### Entries taken from a collection
══════════════════════════════
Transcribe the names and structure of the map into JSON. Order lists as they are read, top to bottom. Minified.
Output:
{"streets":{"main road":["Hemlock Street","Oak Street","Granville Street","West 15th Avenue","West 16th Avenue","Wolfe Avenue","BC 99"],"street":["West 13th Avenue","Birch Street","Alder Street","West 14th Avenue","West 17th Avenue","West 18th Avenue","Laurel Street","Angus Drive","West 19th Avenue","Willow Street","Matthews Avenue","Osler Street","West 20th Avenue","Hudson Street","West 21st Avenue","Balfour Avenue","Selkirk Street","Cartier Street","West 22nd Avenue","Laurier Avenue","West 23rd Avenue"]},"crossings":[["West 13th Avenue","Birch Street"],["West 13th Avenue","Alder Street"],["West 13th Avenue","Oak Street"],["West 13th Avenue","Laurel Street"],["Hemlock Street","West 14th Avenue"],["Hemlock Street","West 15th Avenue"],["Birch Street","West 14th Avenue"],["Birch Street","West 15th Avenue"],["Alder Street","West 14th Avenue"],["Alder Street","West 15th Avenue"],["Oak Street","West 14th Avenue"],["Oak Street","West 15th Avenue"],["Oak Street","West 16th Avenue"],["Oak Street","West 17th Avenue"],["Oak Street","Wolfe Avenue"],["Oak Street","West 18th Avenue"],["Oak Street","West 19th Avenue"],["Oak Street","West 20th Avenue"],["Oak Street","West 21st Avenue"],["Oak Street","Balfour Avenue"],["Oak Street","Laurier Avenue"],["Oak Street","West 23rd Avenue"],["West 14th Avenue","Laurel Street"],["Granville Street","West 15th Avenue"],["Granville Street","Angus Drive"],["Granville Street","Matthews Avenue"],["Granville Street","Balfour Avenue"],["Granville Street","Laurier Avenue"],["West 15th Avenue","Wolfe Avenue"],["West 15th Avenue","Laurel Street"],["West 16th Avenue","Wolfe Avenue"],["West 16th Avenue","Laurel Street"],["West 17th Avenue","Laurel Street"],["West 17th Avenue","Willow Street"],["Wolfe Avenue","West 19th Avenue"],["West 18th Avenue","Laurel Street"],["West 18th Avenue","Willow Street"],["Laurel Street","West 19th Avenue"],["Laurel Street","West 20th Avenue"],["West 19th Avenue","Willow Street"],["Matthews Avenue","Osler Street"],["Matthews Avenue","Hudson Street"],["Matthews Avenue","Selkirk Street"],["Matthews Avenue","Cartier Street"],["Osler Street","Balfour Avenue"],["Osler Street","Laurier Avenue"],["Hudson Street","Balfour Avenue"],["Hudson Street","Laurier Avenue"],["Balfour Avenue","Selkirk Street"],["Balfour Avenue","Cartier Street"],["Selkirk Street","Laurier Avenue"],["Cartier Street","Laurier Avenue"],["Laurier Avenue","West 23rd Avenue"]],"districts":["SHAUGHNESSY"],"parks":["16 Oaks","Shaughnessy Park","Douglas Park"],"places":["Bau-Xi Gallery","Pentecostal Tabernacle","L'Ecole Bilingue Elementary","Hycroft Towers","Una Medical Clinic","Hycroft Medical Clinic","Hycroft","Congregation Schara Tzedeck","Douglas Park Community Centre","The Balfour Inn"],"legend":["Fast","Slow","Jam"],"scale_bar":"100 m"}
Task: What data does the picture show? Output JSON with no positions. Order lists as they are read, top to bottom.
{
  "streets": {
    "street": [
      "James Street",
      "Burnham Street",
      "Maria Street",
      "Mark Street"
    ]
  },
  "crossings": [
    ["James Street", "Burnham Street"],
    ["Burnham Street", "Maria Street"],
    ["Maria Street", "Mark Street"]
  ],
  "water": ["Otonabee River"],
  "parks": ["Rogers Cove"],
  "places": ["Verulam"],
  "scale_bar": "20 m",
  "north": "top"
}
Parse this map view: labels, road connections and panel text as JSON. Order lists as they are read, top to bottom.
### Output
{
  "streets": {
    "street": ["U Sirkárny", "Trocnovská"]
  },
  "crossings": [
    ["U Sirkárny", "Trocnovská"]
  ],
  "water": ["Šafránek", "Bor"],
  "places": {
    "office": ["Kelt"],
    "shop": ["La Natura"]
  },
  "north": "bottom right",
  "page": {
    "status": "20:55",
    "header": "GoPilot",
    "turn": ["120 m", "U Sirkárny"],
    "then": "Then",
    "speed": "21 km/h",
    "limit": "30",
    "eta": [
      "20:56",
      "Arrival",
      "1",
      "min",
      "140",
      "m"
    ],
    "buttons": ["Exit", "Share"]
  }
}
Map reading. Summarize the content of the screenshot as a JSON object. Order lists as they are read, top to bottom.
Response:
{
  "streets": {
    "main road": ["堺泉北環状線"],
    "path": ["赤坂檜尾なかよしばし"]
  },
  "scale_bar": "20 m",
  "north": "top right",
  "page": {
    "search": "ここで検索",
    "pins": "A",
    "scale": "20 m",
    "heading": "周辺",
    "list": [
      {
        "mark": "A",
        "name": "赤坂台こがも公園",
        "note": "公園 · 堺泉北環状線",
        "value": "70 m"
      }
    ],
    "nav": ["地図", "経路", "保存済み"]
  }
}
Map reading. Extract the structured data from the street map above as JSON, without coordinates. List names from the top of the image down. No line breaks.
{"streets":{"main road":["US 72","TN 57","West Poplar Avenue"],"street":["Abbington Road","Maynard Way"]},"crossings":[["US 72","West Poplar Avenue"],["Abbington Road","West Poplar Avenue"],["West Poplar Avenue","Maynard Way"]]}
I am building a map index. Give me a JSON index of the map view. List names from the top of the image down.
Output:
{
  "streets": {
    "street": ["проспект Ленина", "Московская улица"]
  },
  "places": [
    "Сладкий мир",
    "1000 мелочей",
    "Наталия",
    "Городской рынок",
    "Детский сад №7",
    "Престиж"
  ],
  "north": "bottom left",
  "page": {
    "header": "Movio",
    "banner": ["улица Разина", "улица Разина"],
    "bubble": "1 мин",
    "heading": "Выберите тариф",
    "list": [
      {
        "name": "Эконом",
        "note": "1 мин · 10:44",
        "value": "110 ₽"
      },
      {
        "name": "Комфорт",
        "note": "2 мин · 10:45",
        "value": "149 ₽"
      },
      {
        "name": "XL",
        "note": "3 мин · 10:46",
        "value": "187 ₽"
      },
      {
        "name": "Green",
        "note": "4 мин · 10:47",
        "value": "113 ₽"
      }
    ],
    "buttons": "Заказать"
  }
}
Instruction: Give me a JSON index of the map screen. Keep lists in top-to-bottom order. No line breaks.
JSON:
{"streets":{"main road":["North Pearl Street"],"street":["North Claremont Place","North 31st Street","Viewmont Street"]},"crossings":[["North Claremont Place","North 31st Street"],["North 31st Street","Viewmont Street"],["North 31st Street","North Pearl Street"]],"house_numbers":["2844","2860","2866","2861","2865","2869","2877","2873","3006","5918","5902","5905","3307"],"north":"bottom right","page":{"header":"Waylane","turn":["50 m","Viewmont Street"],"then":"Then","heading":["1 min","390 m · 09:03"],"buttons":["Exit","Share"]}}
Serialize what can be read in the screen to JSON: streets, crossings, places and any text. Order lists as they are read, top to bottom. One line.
══════════════════════════════
### What you have to do
In the data above, copy every line where the string "Give" appears.

### Response to this exercise
I am building a map index. Give me a JSON index of the map view. List names from the top of the image down.
Instruction: Give me a JSON index of the map screen. Keep lists in top-to-bottom order. No line breaks.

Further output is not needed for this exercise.